In Goldstein's Classical Mechanics (2nd ed.) on section 9-1 page 382, there is a discussion about finding a canonical transformation $(q_i,p_i)\rightarrow (Q_j(q_i,p_i,t),P_j(q_i,p_i,t))$ from a given generating function $F=F_1(q_i,Q_i,t)$. The following is written on the page:
Equation (9-11) then takes the form,
$$\begin{align*} p_i\dot{q}_i-H&=P_i\dot{Q}_i-K+\frac{dF_1}{dt},\\ &=P_i\dot{Q}_i-K+\frac{\partial F_1}{\partial t}+ \frac{\partial F_1}{\partial q_i}\dot{q}_i+\frac{\partial F_1}{\partial Q_i}\dot{Q}_i \tag{9-13} \end{align*}$$
Since the old and the new coordinates, $q_i$ and $Q_i$ , are separately independent, Eq. (9-13) can hold identically only if the coefficients of $\dot{q}_i$ and $\dot{Q}_i$ each vanish:
I don't understand the bold text above. How are $q_i$ and $Q_i$ separately independent? I thought $Q_i$ was, in general, a function of the original canonical coordinate variables $q_i$, thereby making it explicitly dependent on $q_i$ (not independent). Could somebody explain how these two canonical coordinate variables are separately independent?
Answer
Let us suppress $t$-dependence in this answer for simplicity.
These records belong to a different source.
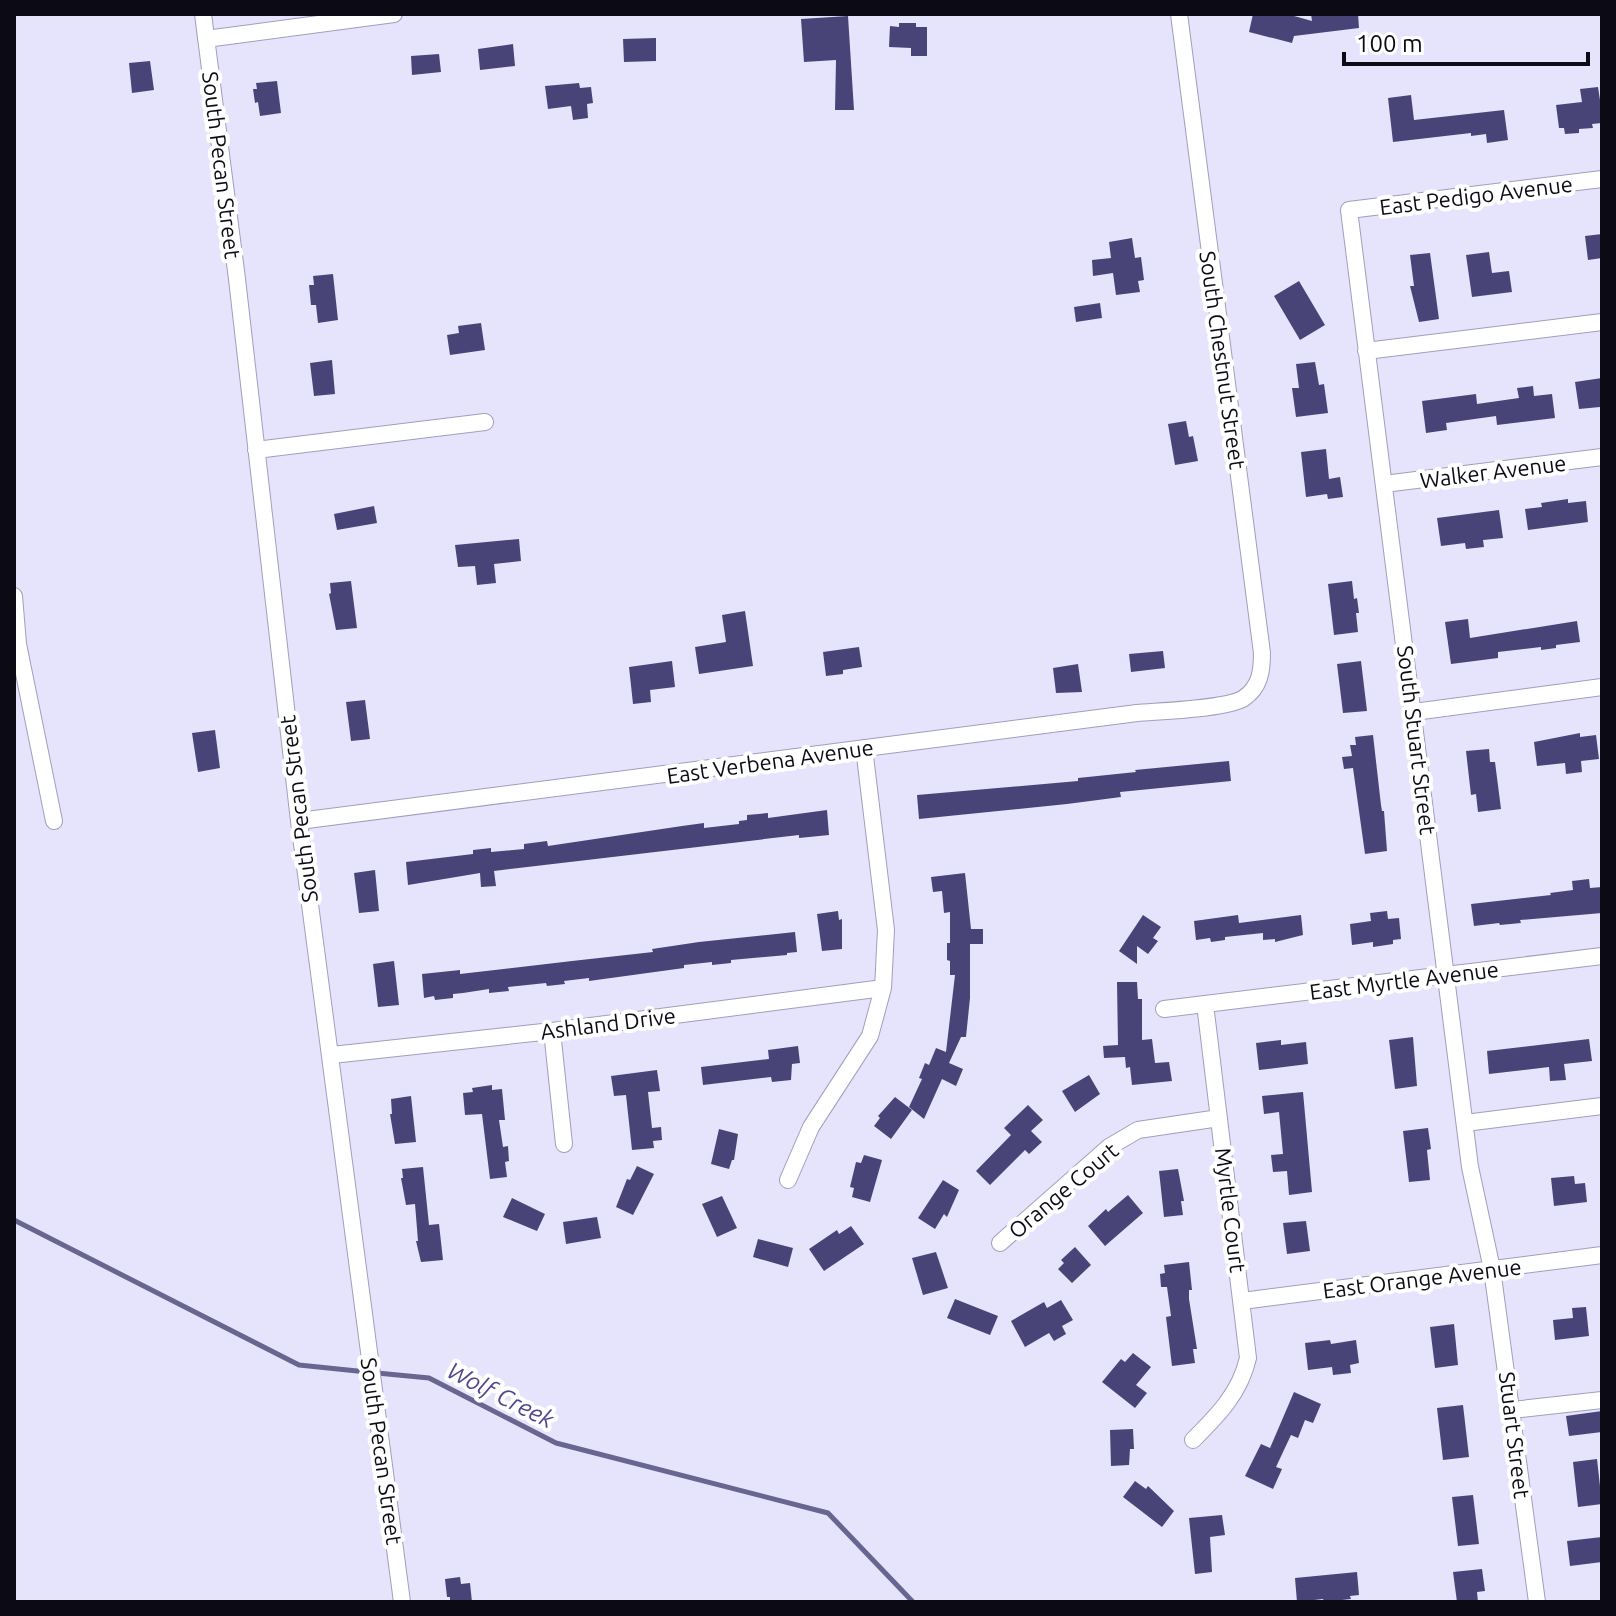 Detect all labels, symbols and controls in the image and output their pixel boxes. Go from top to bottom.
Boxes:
scale bar [1344,16,1588,66]
text: 100 m [1356,30,1423,57]
street label: South Pecan Street [198,70,246,260]
street label: East Pedigo Avenue [1378,171,1574,219]
street label: South Chestnut Street [1195,249,1251,471]
street label: Walker Avenue [1418,450,1568,492]
street label: South Stuart Street [1393,644,1441,837]
street label: South Pecan Street [274,714,322,904]
street label: East Verbena Avenue [665,734,875,788]
street label: East Myrtle Avenue [1308,956,1500,1004]
street label: Ashland Drive [539,1002,677,1044]
street label: Orange Court [1003,1137,1123,1243]
street label: Myrtle Court [1211,1146,1251,1274]
street label: East Orange Avenue [1321,1253,1523,1303]
street label: South Pecan Street [356,1356,408,1546]
water label: Wolf Creek [443,1357,559,1434]
street label: Stuart Street [1495,1370,1535,1500] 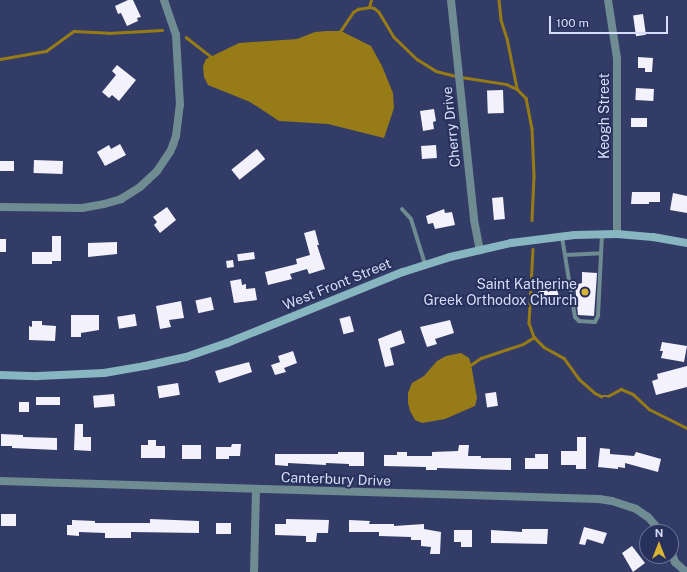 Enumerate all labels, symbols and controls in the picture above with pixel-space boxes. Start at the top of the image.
scale bar [551,8,670,34]
text: 100 m [556,16,589,30]
street label: Keogh Street [596,73,612,159]
street label: Cherry Drive [438,86,464,168]
street label: West Front Street [280,255,394,313]
place label: Saint Katherine Greek Orthodox Church [423,276,577,308]
marker: Saint Katherine Greek Orthodox Church [580,287,590,297]
street label: Canterbury Drive [281,469,391,489]
north arrow [639,524,679,564]
text: N [655,527,663,539] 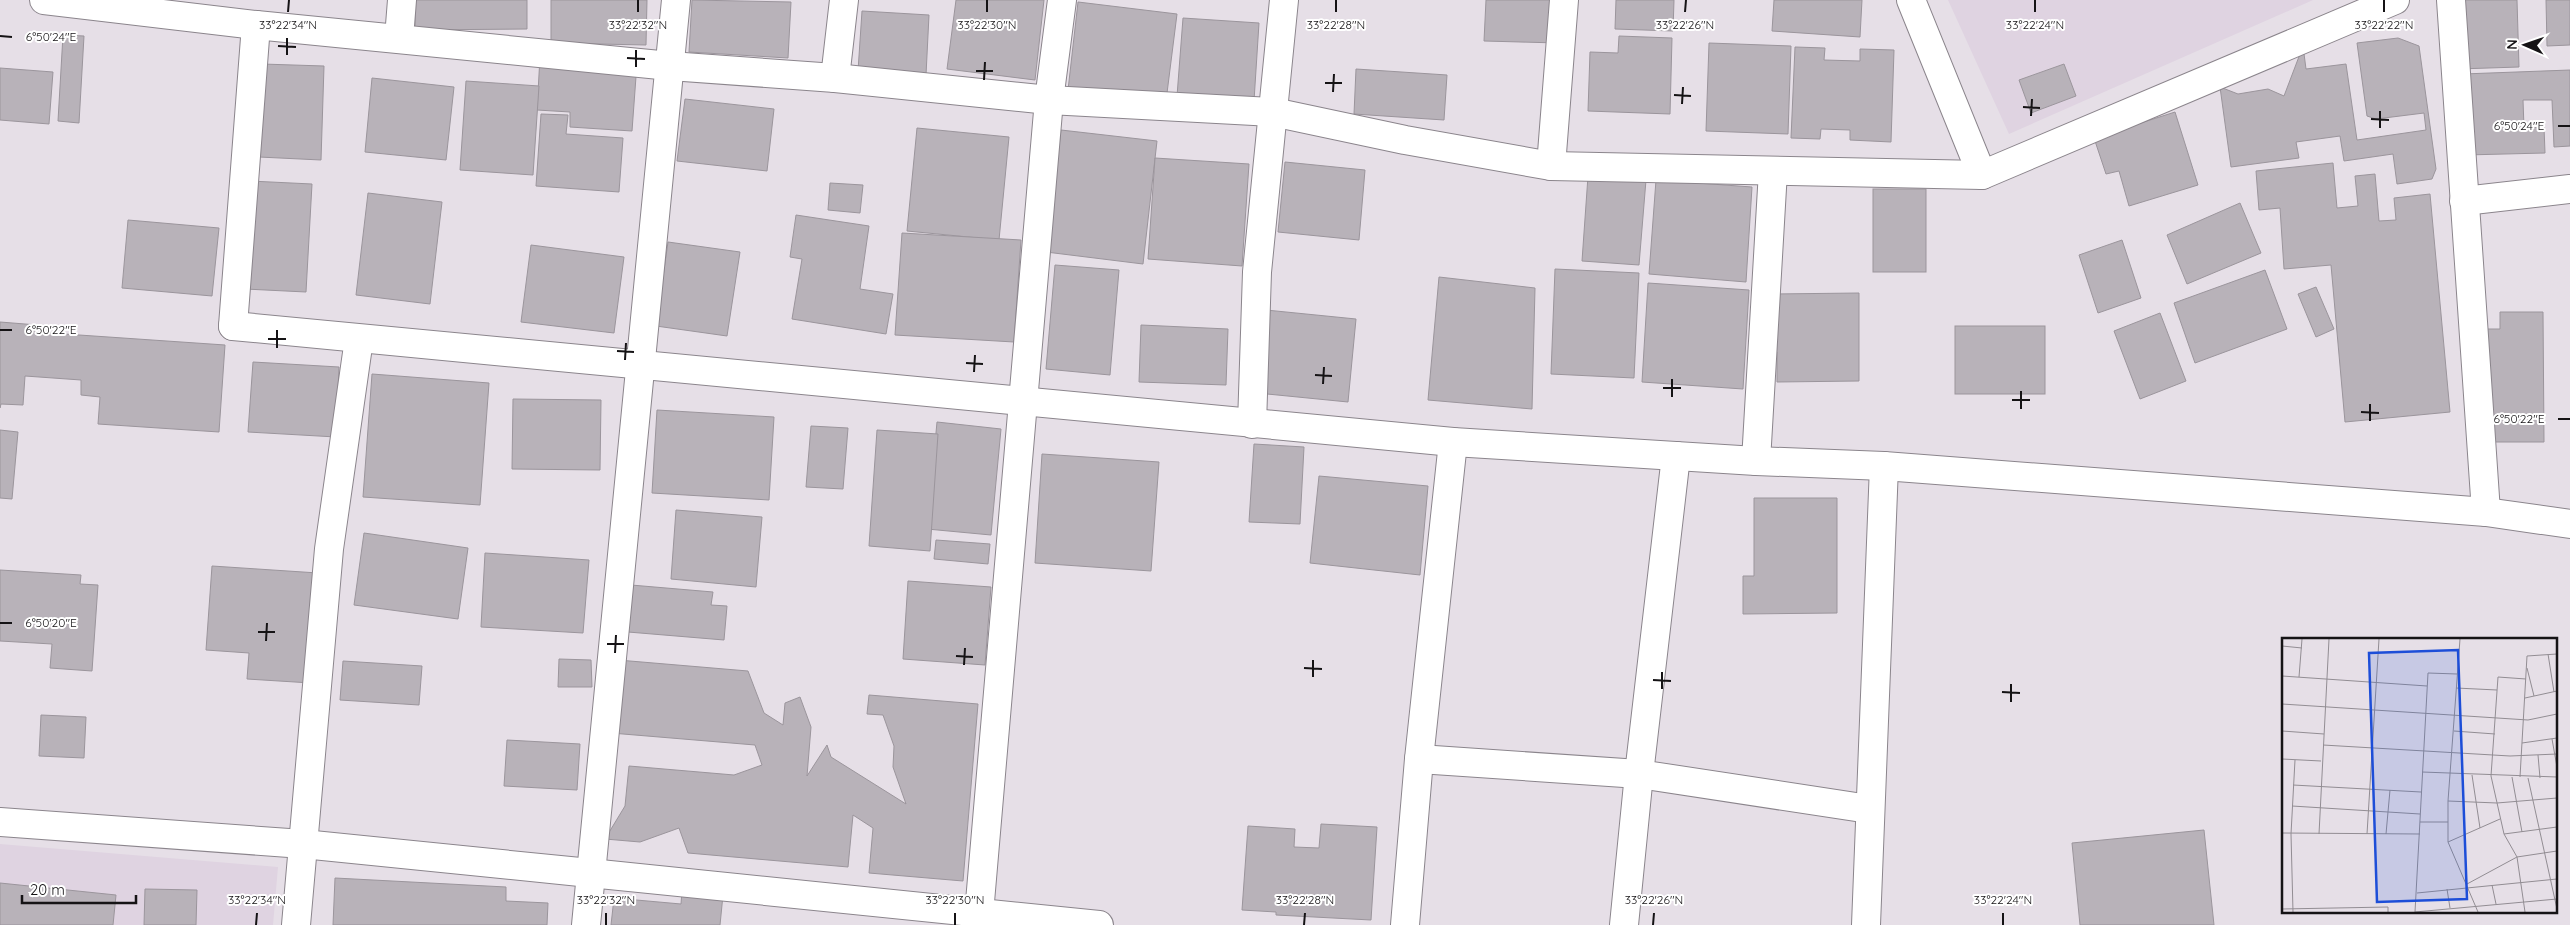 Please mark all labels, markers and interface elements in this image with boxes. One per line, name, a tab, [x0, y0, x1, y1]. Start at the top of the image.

A canonical transformation$^1$ $$(q,p)\quad\longrightarrow\quad (Q(q,p),P(q,p))$$ can be viewed as a graph, thereby yielding a $2n$-dimensional submanifold $M$ embedded inside a $4n$-dimensional total manifold $N$. The total manifold $N$ has $4n$ local coordinates $(q,p,Q,P)$. The submanifold $M$ can in certain cases be viewed as a graph of a function $$(q,Q)\quad\longrightarrow \quad(p(q,Q),P(q,Q)),$$ where $q$ and $Q$ are independent variables, and where the functions $$ p(q,Q)~=~\frac{\partial F_1(q,Q)}{\partial q} , \tag{9-14a}$$ $$ P(q,Q)~=~-\frac{\partial F_1(q,Q)}{\partial P} , \tag{9-14b}$$ comes from an $F_1$-type generating function $F_1(q,Q)$.
References:
- H. Goldstein, Classical Mechanics.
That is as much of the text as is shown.